4_First results – Nrrp first phase
In February 2022 the government announced the completion of 9,179 units, through the first two calls for application, for a public contribution totalling 287 million euros allocated to public and private operators.
Two-thirds of the resources went to private student housing providers. The two leading private providers in Italy, Camplus and Campus X, received 106 million for 23 residences and 79 million for 7 residences respectively. All public entities benefit from 77 million.
Italy’s recovery plan subsidised not new mostly pre-existing private student accommodation, but it didn’t fall within the official public supply, in order to formally meet the first of two deadlines. According to Udu only 3.429 units out of the initial 7,500 are actually new. But there is no official data.
Funds were allocated for purchasing and leasing properties that already housed private student accommodation; these properties remain privately owned and are officially included within the public student housing supply for a nine-year period, after which they can change use.
With no rent regulation in place in many case advertised rents are above market rate.
The supposedly achieved target came under scrutiny by the European Union, delaying a 19-billion-euro payment requested by Italy. According to the Italian press, European officials ‘surprisingly’ came up with the question: “how do we verify that there units are really allocated to students and not rented out to others”?
In May the Minister’s spokesperson told me that the Ministry had “informally” imposed the allocation of 20% of new units to eligible students; but the figure kept changing. Apparently this obligation is contained in internal documents and is being applied, but there is no public data verify this.
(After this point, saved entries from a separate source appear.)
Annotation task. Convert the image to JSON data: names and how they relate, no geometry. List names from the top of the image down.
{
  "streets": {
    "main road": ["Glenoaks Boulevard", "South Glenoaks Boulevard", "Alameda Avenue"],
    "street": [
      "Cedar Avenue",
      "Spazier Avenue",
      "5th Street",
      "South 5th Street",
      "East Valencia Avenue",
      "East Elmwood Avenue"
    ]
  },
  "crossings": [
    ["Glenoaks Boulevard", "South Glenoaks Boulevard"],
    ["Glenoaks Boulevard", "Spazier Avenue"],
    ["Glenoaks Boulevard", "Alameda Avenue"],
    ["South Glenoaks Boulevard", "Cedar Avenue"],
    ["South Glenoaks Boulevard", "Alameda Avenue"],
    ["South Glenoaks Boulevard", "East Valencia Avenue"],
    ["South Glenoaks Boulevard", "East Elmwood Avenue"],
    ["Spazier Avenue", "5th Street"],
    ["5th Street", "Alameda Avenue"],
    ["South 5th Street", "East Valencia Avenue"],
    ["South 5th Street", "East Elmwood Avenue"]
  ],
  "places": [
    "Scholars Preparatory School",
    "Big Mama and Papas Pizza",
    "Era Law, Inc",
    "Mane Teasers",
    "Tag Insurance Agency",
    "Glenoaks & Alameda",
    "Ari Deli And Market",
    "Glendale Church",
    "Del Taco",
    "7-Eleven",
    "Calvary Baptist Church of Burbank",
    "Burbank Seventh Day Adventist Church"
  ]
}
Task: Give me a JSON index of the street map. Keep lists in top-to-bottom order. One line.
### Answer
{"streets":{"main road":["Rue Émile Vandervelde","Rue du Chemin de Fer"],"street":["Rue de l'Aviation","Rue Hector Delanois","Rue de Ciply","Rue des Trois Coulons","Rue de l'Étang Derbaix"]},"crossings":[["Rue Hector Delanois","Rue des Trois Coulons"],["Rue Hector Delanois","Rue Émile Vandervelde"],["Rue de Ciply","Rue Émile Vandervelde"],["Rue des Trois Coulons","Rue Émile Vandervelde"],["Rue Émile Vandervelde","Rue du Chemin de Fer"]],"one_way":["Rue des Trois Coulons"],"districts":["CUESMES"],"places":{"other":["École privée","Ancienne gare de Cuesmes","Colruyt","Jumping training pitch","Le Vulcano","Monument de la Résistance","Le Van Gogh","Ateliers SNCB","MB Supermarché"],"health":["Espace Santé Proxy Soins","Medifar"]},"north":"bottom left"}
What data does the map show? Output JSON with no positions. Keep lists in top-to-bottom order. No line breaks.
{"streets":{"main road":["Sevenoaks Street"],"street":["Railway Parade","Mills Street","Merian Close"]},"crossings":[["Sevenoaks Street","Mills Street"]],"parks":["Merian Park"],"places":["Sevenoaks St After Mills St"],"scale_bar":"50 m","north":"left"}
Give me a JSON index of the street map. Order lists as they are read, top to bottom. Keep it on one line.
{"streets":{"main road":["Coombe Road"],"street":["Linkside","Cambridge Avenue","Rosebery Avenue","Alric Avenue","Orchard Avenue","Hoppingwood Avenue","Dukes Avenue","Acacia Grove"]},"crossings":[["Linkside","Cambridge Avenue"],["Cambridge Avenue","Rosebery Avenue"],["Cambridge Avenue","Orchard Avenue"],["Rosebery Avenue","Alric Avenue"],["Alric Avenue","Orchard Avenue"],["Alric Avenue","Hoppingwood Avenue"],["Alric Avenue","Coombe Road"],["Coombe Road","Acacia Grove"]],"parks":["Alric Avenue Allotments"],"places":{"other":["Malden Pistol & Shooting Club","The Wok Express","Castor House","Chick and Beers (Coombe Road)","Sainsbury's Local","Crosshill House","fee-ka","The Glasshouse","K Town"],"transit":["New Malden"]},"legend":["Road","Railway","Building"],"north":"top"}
After the European Commission’s findings, Italy amended the target of 7,500 units and replaced with a milestone (related to the awarding of initial contracts for providing new places in student accommodation); the milestone will be added to the fourth payment request. Now the unit value of this milestone is 519,5 million euros (and we have no idea why). Remember these are loans, to be reimbursed. It’s not clear why the figure jumped from 278 million, allocated in 2022, to 517 million euros.
More funds: the government has allocated another 261 million for creating student housing units. A fifth call pursuant to the ordinary funding path, Law 338, has been published and the Ministry announced the allocation of 500 million for the creation (renovation) of 5,400 new units to meet the target.
But the government does not intend to amend the general strategy for achieving the goal: funding private providers with no public oversight. Furthermore, it is unclear whether the public contribution will be attractive enough, because it will cover only a very small part of the cost for creating each new unit.
However, student housing in Italy falls within the category of social housing, a percentage of which must be built with each new real estate development. So instead of ordinary affordable ‘social’ housing, developers may be building student residencies which lack rent control. Hence Italy’s recovery plan could be facilitating financial real estate players within the newly deregulated student housing market.
European recovery funds are supporting private investments, but with no oversight on the final housing costs, not only are these funds not solving the student housing crisis, they are widening the gap between supply and demand of affordable student housing.